Reflexões que hoje soariam equivocadas
Os tempos mudaram. Por muito tempo, “ser ignorante” foi sinônimo de “ser idiota”, ao passo que o canalhismo se disfarçava de esperteza — às vezes visto como desculpável entre os menos favorecidos, e como astúcia meritória entre os afortunados. O resultado foi uma estética do desprezo: aplaudia-se a malícia e ridicularizava-se a dúvida. À luz de um mundo hiperconectado, certas frases célebres, se repetidas sem crítica, podem deslizar do diagnóstico para a desumanidade.
“O problema do mundo de hoje é que as pessoas inteligentes estão cheias de dúvidas, e as pessoas idiotas estão cheias de certezas.”
— Atribuída a Bertrand Russell
“A maior desgraça da democracia é que ela traz à tona a força numérica dos idiotas, que são a maioria da humanidade.”
— Nelson Rodrigues
“Duas coisas são infinitas: o universo e a estupidez humana — e, sobre o universo, ainda tenho dúvidas.”
— Atribuída a Albert Einstein
Se tomadas como licença para desprezar pessoas, essas frases empobrecem a política e enriquecem o cinismo. O foco correto não é “a massa estúpida”, mas o vetor moral que a instrumentaliza: o canalha.
Definições operacionais (para não nos enganarmos)
- Estúpido: erra sem intenção de dano, por desconhecimento, viés ou precipitação. Aprende devagar, mas pode aprender.

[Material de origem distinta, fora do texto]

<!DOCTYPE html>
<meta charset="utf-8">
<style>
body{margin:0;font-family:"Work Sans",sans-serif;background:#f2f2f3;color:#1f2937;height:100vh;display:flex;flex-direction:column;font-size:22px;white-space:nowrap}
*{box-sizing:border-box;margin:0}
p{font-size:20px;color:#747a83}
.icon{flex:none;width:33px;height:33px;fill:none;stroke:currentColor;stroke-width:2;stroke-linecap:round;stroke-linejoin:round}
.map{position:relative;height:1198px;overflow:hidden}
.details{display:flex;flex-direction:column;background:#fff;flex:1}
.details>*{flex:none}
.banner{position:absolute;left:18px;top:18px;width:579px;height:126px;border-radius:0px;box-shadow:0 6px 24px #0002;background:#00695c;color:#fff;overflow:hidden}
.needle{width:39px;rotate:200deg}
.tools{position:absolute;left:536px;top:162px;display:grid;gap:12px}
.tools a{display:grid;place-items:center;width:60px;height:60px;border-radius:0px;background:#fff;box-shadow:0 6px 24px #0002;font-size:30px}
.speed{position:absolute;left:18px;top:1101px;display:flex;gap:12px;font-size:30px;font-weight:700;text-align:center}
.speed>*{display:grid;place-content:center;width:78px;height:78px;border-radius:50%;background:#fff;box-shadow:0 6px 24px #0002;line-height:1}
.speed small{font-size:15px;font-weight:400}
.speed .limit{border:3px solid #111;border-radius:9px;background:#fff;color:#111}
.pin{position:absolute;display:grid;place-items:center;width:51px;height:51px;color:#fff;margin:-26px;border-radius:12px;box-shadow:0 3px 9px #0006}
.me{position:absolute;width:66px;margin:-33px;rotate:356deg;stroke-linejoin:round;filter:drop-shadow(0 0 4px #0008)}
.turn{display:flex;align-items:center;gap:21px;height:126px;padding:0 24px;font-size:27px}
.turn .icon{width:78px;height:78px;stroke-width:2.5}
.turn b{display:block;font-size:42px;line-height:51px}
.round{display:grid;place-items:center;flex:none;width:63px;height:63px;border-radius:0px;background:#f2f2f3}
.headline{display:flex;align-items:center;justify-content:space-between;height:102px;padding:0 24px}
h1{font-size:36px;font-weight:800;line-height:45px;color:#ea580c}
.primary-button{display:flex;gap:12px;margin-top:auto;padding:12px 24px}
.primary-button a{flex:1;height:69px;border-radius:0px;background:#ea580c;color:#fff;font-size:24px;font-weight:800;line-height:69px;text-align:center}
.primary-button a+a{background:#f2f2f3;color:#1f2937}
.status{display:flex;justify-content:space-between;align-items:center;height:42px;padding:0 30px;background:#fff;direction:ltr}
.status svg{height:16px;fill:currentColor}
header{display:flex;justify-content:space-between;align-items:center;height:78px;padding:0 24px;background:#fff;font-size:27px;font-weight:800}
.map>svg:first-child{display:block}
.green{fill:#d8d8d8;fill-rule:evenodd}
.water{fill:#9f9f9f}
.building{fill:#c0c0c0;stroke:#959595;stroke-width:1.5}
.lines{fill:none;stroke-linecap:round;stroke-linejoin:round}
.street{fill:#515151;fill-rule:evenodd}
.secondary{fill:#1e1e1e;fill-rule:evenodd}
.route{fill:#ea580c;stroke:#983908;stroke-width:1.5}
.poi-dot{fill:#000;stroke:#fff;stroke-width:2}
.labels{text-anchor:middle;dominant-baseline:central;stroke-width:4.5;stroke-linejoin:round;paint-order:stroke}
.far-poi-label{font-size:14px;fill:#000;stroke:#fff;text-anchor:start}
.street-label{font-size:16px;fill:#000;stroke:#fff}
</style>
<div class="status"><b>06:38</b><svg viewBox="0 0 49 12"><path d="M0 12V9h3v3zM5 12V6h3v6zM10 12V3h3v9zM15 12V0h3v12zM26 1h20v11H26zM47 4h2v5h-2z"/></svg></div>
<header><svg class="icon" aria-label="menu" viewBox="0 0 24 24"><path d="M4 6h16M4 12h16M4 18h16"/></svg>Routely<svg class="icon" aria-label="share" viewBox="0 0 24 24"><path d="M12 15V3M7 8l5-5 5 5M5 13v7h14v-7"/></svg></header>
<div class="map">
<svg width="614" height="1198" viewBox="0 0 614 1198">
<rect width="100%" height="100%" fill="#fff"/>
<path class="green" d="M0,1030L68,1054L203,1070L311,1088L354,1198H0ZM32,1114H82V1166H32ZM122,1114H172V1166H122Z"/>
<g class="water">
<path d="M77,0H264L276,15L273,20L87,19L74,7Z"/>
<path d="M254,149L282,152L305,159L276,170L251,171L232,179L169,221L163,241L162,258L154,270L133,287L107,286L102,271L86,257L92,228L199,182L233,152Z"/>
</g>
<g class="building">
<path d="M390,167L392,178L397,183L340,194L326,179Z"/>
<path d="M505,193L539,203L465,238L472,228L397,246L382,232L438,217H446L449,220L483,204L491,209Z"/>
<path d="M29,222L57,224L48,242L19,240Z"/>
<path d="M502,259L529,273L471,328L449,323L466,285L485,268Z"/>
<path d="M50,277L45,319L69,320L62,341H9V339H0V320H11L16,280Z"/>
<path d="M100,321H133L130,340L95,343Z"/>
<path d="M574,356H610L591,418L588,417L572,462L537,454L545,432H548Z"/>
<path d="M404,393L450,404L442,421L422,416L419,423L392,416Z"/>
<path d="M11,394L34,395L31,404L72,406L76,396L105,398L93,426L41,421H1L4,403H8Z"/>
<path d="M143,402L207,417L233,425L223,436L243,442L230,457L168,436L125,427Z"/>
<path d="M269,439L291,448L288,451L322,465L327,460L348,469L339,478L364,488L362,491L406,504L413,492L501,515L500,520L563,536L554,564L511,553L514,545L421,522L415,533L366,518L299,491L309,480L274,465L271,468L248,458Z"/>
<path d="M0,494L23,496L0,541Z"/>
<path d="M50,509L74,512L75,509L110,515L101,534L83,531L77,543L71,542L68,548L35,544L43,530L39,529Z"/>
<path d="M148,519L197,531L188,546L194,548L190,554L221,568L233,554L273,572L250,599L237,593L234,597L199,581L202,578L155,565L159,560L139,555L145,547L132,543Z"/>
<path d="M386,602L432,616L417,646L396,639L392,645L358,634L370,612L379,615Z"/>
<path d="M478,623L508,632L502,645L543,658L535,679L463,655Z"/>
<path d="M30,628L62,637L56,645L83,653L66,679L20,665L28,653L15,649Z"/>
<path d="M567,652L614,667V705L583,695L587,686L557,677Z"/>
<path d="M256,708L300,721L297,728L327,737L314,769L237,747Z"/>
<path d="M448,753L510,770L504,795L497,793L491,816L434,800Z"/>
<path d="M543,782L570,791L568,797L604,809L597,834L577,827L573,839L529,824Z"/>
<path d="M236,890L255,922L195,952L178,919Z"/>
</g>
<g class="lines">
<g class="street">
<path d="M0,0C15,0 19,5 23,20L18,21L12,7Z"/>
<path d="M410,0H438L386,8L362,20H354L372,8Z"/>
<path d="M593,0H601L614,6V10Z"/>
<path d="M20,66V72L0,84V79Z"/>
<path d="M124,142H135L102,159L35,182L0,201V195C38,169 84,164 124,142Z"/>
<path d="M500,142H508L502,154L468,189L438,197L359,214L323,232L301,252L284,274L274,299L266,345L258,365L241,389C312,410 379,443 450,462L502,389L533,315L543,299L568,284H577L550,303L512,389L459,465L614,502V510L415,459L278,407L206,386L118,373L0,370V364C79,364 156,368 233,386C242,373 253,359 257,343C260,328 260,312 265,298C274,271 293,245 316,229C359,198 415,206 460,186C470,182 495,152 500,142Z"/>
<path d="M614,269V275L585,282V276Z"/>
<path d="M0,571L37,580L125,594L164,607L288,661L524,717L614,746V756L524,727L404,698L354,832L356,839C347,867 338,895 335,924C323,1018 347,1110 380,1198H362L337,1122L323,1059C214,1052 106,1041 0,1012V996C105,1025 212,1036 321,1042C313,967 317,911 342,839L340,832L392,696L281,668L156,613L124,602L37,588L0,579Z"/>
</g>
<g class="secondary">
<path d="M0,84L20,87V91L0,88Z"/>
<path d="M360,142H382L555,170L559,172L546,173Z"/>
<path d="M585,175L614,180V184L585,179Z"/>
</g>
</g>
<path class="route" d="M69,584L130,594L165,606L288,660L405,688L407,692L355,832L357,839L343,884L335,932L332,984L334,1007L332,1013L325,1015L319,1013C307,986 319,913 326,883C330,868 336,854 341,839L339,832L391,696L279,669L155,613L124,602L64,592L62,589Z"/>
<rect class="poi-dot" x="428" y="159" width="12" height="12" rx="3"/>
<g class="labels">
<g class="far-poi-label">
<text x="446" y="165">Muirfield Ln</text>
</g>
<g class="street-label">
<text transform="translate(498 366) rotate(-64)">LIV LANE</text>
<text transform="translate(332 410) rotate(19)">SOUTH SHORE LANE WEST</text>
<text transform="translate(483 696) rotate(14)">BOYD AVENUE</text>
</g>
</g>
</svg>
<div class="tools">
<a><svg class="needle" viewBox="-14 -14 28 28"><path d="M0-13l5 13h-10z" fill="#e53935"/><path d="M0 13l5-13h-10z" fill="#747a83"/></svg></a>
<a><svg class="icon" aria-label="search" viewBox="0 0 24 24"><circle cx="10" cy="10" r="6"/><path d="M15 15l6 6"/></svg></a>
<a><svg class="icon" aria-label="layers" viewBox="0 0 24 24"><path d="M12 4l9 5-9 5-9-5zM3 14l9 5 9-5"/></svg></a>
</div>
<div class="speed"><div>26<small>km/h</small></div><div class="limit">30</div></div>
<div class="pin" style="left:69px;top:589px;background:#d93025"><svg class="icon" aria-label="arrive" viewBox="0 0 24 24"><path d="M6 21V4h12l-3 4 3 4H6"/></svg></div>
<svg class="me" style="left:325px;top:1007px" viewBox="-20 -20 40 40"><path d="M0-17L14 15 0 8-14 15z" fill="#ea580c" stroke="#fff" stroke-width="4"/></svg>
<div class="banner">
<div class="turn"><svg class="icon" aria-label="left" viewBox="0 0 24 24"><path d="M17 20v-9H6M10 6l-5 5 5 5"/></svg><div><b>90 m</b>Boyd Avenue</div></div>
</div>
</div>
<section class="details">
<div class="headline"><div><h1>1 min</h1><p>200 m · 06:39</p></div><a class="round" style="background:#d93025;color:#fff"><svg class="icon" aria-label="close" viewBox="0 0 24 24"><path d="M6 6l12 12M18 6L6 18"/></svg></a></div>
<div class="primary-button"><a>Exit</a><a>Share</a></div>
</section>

- Canalha: conhece o dano e o aceita (ou deseja) se disso advém proveito próprio. Aprende rápido… a explorar os outros.
- Canalha sancionado: protegido por cargos, redes, castas ou pela indiferença geral; faz o mal com recibo e aplausos.
Por que a estupidez sozinha não dá conta da ruína
- Falta de direção: a estupidez é errática; costuma tropeçar. Para virar sistema, precisa de quem a organize.

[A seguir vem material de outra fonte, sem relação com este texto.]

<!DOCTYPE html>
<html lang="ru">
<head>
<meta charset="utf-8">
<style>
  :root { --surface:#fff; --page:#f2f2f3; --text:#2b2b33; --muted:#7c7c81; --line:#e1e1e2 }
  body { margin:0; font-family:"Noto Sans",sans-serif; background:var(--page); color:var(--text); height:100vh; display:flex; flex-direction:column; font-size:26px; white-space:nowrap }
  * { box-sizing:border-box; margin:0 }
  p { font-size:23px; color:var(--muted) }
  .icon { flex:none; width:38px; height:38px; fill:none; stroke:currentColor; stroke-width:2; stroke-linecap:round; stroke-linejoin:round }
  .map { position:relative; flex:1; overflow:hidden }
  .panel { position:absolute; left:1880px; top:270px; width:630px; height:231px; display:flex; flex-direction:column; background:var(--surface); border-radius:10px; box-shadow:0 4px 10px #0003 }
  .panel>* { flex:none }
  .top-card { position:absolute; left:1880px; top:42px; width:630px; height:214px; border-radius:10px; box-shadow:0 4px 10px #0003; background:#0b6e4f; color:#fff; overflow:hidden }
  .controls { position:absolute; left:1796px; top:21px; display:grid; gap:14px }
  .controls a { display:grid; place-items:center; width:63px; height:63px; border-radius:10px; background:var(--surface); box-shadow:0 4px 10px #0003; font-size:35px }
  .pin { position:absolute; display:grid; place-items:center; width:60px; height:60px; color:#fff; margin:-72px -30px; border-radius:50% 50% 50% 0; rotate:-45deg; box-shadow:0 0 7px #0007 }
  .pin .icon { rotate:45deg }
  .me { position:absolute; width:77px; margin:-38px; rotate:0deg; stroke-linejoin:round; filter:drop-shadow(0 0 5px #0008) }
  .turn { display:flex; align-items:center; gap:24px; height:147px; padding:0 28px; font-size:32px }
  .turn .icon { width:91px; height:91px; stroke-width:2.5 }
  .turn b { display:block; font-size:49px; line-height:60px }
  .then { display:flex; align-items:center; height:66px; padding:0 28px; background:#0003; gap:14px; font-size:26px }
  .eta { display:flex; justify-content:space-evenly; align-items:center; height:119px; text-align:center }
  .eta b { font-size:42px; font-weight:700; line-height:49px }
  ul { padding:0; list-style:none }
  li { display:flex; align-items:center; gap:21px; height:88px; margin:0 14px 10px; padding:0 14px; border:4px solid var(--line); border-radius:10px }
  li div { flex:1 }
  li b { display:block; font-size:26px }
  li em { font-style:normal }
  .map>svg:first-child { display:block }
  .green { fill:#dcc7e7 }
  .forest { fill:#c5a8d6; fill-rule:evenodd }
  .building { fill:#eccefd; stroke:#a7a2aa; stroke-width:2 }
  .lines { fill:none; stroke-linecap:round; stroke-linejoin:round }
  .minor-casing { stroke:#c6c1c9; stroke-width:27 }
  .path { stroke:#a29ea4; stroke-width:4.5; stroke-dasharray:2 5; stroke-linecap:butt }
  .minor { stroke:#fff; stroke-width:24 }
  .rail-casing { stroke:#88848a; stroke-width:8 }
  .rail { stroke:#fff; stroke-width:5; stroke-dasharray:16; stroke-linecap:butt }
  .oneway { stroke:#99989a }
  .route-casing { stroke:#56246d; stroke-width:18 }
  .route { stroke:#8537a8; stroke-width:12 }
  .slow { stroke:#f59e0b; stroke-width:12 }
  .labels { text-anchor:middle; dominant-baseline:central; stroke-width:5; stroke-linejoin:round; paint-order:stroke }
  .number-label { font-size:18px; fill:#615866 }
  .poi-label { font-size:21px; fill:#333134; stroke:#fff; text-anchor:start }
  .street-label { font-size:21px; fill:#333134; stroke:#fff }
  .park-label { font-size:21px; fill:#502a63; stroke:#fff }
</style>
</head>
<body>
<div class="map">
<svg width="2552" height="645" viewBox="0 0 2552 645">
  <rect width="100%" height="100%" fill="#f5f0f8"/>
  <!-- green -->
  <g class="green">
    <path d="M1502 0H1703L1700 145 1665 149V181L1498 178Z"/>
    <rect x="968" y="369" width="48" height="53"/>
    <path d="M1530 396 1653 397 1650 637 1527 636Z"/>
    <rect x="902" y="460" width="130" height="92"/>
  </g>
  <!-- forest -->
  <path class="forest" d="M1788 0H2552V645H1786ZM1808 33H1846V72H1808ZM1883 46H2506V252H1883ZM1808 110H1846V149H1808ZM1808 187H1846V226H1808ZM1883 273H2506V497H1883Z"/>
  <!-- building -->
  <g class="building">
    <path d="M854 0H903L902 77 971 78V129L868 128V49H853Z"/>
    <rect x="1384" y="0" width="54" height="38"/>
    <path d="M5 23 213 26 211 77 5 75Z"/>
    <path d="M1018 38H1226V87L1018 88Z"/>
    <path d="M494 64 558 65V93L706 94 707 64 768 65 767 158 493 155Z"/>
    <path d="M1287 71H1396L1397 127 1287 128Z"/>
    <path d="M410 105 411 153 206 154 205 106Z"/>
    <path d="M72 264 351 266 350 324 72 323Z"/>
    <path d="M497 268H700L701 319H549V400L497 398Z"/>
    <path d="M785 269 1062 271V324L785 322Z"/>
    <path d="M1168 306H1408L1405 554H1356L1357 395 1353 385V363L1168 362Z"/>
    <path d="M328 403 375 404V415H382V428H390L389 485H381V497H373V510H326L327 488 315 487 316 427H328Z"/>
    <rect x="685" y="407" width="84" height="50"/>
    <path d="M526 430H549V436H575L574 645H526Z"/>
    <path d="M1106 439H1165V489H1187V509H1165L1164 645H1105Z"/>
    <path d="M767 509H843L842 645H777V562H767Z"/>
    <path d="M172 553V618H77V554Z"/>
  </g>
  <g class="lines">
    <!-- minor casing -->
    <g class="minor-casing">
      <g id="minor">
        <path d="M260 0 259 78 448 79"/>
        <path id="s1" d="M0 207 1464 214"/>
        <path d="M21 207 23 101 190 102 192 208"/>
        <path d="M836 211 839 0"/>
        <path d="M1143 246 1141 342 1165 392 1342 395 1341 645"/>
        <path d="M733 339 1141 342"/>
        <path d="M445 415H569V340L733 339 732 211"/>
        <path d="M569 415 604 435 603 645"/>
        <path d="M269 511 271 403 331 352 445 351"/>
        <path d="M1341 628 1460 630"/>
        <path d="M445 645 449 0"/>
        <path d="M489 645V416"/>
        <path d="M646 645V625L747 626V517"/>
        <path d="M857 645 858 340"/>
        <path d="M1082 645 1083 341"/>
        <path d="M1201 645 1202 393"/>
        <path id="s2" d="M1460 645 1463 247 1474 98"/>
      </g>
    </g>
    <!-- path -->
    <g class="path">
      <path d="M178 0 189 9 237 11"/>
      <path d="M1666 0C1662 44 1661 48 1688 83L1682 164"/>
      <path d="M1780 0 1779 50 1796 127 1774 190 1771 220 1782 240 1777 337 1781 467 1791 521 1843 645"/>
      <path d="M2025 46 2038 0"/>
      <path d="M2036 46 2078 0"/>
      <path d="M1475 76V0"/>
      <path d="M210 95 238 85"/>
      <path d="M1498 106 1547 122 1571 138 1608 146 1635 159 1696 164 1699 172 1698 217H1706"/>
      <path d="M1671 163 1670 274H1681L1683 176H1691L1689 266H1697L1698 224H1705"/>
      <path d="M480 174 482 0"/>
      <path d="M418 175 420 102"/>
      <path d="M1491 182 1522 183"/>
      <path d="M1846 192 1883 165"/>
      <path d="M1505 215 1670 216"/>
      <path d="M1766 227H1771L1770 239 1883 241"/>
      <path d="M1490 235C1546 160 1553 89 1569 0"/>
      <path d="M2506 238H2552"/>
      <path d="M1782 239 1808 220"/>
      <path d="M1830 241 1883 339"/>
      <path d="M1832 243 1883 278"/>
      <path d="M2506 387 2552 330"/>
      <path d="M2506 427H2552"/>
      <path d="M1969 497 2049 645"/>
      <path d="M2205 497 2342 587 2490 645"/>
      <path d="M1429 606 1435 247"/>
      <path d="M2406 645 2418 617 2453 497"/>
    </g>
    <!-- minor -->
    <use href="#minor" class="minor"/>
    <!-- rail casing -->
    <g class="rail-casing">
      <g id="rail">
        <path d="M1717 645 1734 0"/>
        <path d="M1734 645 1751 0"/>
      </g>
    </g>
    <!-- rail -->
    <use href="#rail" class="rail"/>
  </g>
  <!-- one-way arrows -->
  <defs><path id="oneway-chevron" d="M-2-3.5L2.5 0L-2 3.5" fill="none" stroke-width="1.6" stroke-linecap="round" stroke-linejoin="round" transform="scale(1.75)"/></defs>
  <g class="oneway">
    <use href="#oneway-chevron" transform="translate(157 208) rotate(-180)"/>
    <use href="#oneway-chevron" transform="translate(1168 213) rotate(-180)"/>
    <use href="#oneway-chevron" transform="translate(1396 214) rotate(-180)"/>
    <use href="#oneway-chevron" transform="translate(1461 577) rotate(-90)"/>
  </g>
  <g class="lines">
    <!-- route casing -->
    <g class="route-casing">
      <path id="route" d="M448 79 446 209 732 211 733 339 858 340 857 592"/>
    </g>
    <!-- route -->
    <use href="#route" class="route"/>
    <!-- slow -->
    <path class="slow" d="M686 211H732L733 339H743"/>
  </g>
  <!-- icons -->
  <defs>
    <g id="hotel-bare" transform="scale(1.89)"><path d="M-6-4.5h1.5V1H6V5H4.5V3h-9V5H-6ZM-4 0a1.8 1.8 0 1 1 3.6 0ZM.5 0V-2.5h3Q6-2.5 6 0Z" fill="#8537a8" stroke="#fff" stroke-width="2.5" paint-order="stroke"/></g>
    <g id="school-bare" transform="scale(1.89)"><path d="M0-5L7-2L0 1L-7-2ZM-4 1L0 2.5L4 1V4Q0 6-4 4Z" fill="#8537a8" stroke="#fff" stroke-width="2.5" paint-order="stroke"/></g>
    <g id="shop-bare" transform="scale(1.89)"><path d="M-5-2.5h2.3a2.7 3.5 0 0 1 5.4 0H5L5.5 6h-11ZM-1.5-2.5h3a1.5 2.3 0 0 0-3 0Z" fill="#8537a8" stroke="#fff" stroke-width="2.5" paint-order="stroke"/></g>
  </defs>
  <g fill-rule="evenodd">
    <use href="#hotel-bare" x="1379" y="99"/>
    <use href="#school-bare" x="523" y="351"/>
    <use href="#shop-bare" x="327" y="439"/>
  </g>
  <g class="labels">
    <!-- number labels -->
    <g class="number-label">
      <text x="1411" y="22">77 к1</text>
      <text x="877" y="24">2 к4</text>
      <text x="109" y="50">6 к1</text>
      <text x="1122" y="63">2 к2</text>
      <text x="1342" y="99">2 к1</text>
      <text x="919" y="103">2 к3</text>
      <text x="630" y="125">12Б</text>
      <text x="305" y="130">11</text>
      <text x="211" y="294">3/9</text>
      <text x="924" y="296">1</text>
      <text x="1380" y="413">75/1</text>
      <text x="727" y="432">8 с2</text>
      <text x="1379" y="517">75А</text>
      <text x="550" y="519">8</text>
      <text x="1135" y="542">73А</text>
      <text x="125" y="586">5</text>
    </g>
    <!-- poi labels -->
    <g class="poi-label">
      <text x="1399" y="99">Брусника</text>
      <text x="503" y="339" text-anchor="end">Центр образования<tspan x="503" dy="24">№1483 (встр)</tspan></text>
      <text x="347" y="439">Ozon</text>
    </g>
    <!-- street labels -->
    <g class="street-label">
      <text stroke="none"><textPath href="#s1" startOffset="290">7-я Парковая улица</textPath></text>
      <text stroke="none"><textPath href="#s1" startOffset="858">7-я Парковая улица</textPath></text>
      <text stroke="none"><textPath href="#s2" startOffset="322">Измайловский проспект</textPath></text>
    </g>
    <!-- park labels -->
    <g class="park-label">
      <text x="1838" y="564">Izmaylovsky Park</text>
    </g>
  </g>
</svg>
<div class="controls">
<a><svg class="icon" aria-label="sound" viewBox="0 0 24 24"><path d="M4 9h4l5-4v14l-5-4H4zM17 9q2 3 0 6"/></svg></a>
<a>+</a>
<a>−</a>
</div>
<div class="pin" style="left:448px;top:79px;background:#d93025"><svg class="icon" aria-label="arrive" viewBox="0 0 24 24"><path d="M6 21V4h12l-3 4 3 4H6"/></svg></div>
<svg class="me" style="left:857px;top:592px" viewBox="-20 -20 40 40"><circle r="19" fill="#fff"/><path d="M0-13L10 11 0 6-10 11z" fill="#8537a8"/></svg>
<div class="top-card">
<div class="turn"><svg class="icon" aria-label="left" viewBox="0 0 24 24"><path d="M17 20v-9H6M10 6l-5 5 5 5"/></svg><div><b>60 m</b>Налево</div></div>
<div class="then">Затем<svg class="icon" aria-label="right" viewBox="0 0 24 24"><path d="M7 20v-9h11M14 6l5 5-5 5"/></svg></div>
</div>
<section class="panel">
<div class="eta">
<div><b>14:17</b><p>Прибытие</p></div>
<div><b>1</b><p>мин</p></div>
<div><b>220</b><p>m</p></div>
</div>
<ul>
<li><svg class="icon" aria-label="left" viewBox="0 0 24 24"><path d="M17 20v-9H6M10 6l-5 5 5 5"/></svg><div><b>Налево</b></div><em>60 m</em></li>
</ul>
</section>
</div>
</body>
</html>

- Correção social: erros bobos são contidos por feedback, ciência, jornalismo, vizinhança. O canalha captura e silencia esses freios.
- Escala: o estúpido espalha confusão; o canalha monetiza a confusão e a transforma em máquina.
- Persistência: a estupidez cansa; o canalha terceiriza o cansaço e profissionaliza o dano.
Como opera o canalha (roteiro de bolso)
- Reenquadra a crueldade como eficiência.
- Terceiriza culpa: “apenas seguindo ordens”, “apenas mercado”.
- Premia lealdade e pune dissenso.
- Confunde crítica com ataque pessoal, e troca debate por litígio.
- Rouba a linguagem do bem comum (patriotismo, liberdade) para blindar interesses particulares.
O que reduz dano
Transparência, auditoria, jornalismo local, ciência aberta, educação moral prática, fraternidade organizada.
Zonas de risco
Opacidade institucional, incentivos perversos, monopólios de comunicação, culto à esperteza, fadiga cívica.
Acendem o alerta
“Todos fazem”, “não é ilegal se ninguém souber”, “é só uma piada”, “regra é para os fracos”.
De Russell, Rodrigues e Einstein… ao século XXI
Essas frases, lidas com generosidade, foram alertas contra a autossuficiência burra. Lidas com descuido, viram munição para humilhar. O problema não é a inteligência das pessoas comuns — é a canalhice organizada que descobre como transformar dúvida em mercadoria e certeza em tropa.
Dez sinais práticos do canalha (para identificar sem rodeios)
- Justifica o mal como “inevitável”.
- Confunde “legal” com “moral”.
- Trata pessoas como meios, nunca como fins.
- Ri da empatia, chama-a de fraqueza.
- Vive de zonas cinzentas e de NDA.
- Adora metas sem métricas de dano.
- Promove o amigo, descarta o justo.
- Se orgulha do que não pode publicar.
- Quando pego, apela para a “insegurança jurídica”.
- Se diz realista — mas só quando o real favorece o próprio bolso.
A estupidez precisa de muletas; o canalha, de plateia. Se queremos sobreviver, é menos urgente humilhar o ignorante do que desenhar instituições que desencorajam a canalhice.
Contra-medidas mínimas (o que cabe ao cidadão comum)
- Preferir processos a heróis: transparência, rotação de poder, registros públicos.
- Votar com o bolso: boicotar práticas predatórias; priorizar cadeias curtas e auditáveis.
- Recompensar a dúvida honesta: quem corrige publicamente merece confiança.
- Educar para a coragem moral: ensinar a dizer “não” cedo, com respeito e firmeza.
- Construir pequenos antídotos: cooperativas, conselhos, associações de bairro. O canalha odeia comunidade viva.